Starting a new venture can be a daunting prospect. But if you’ve made it to Base Camp – that is product built, funding in place, people on board etc, then you could be forgiven for thinking the hardest part was done.
Unfortunately in fintech startup-land, this is hardly ever the case. With little to no brand awareness, competitors with deep pockets, and few to no deposits in your prospective clients’ trust banks, the long, slow climb to success is in front of you, rather than behind.
In fact, you’d do much better to forgo the fireside chat and congratulatory cups of hot tea, keep your belay on and sharpen your ice pick. You still need to climb the sales mountain that is Everest. And Everest, as many of us know, is incredibly unforgiving.
Like climbing a mountain, going it alone on the sales journey can be tough. It’s the reason why many more businesses, fintech startups included, are choosing the partnership model as their go-to-market strategy. But do these models really make growth faster and sales easier? Or can having someone else involved in your sales process be a recipe for disaster?
Well, like most things, there’s no simple answer to that one. It all depends on what you mean by partnership and how you approach it. Get it right however, and the partnership model can be a powerful long term distribution strategy.
The key to success is to plan your approach before you start the climb. Below I share three things to consider when devising your partnership strategy.
Understand your leverage – no one size fits all
To make a partnership valuable to both parties, each needs to feel like it would be impossible, or at least harder to achieve success without the other. This means you have to be offering something the other partner doesn’t have but needs in order to grow faster than what they can alone.
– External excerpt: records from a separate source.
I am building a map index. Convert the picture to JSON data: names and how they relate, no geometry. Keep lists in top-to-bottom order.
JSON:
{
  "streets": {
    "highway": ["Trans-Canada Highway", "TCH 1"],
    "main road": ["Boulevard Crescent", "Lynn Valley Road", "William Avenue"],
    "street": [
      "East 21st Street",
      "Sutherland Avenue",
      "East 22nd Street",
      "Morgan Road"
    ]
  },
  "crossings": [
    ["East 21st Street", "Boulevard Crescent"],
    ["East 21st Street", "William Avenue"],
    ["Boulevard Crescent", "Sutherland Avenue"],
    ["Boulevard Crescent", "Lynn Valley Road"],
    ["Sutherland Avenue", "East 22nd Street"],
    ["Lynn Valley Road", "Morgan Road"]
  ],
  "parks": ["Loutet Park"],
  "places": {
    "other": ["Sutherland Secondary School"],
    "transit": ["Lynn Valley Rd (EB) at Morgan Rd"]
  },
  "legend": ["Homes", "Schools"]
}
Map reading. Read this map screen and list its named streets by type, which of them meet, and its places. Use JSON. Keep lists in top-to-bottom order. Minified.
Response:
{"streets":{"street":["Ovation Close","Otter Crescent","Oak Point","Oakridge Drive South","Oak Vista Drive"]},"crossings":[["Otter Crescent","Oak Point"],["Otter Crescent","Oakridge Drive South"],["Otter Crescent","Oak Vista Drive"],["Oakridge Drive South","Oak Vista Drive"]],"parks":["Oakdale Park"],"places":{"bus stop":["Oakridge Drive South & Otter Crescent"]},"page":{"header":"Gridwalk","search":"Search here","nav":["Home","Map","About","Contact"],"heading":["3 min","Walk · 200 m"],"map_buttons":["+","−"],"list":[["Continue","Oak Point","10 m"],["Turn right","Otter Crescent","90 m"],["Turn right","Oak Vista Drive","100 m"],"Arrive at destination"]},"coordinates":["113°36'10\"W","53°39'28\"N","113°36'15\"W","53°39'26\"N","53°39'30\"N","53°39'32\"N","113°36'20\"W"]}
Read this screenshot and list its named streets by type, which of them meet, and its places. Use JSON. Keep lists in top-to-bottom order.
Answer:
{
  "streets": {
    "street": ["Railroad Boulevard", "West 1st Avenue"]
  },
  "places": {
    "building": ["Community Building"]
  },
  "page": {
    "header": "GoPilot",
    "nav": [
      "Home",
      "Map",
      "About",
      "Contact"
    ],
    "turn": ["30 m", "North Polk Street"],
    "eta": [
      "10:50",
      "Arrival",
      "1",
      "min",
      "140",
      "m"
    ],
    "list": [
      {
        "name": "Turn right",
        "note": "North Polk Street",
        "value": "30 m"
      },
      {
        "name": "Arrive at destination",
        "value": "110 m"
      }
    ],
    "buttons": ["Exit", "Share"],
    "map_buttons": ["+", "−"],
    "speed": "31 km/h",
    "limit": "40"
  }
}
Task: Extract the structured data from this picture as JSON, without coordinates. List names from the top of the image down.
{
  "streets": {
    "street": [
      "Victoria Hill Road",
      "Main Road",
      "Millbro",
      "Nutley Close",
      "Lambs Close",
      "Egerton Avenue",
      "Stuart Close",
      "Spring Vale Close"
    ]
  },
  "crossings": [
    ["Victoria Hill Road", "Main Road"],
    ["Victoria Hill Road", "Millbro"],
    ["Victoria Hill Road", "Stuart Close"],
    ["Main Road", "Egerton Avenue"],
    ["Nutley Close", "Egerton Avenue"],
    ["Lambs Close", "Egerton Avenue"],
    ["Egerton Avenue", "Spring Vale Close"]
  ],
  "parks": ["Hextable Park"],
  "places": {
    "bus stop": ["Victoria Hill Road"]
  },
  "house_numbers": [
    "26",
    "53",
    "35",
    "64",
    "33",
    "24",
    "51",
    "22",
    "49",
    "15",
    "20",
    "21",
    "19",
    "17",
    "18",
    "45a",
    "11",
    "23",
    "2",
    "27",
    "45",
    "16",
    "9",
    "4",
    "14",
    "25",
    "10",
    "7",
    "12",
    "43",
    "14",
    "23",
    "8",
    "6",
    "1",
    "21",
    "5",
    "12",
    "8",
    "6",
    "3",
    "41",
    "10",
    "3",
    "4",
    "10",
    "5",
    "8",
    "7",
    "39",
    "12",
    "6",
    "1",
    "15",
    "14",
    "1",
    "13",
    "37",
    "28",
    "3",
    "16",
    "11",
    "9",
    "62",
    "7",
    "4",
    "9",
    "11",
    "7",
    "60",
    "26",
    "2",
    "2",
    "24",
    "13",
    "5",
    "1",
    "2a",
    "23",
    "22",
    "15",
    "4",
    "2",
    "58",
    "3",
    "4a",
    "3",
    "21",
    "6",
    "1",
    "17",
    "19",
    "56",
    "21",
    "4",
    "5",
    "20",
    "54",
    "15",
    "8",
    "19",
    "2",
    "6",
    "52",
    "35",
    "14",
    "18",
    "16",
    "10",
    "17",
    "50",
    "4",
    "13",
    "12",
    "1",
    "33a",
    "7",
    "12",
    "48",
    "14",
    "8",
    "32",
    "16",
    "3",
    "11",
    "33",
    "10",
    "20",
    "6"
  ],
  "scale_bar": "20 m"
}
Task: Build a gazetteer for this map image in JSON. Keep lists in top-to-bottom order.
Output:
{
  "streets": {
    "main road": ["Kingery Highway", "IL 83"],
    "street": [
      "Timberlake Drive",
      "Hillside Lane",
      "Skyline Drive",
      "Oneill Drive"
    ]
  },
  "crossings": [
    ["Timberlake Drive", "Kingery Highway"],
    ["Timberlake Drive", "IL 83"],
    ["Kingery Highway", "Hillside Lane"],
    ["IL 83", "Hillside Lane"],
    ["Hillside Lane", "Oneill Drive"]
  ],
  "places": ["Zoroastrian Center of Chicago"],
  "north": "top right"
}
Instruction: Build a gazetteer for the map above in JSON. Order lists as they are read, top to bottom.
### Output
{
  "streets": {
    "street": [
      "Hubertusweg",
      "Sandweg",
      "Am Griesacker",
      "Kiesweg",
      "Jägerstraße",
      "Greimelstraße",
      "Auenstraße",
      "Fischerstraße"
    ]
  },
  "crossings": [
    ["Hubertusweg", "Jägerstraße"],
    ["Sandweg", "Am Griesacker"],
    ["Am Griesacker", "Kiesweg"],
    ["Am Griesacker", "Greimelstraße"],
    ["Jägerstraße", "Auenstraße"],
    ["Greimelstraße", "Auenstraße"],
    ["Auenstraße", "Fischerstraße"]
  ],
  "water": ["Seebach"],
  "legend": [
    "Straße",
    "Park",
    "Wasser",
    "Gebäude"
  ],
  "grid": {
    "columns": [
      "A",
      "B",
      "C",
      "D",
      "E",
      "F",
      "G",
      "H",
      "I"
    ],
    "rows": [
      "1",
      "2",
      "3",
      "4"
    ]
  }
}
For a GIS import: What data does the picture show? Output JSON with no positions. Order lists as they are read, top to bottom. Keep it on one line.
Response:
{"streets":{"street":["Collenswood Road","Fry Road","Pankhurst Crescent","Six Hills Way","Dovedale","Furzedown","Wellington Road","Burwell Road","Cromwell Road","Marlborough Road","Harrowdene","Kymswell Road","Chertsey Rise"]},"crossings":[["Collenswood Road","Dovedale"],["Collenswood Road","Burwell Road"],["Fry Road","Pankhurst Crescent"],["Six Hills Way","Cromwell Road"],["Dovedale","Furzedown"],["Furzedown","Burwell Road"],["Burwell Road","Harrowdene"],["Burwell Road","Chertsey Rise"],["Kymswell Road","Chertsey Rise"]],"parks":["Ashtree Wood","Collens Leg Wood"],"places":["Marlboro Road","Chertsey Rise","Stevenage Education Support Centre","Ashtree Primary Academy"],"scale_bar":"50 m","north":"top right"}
And by the way, this isn’t always cash. While commission streams and referral payments can be attractive to some partners, for others the value of this relative to other ways they could gain a return on their time is negligible. Instead, can you help invest in their development/training expenses to integrate your product or offering more quickly with theirs? Can you contribute resources towards their general marketing efforts, with a caveat they reference you? Can you reduce their support and account management burden by taking on the client management tasks they find onerous? Can you raise their profile within the client community?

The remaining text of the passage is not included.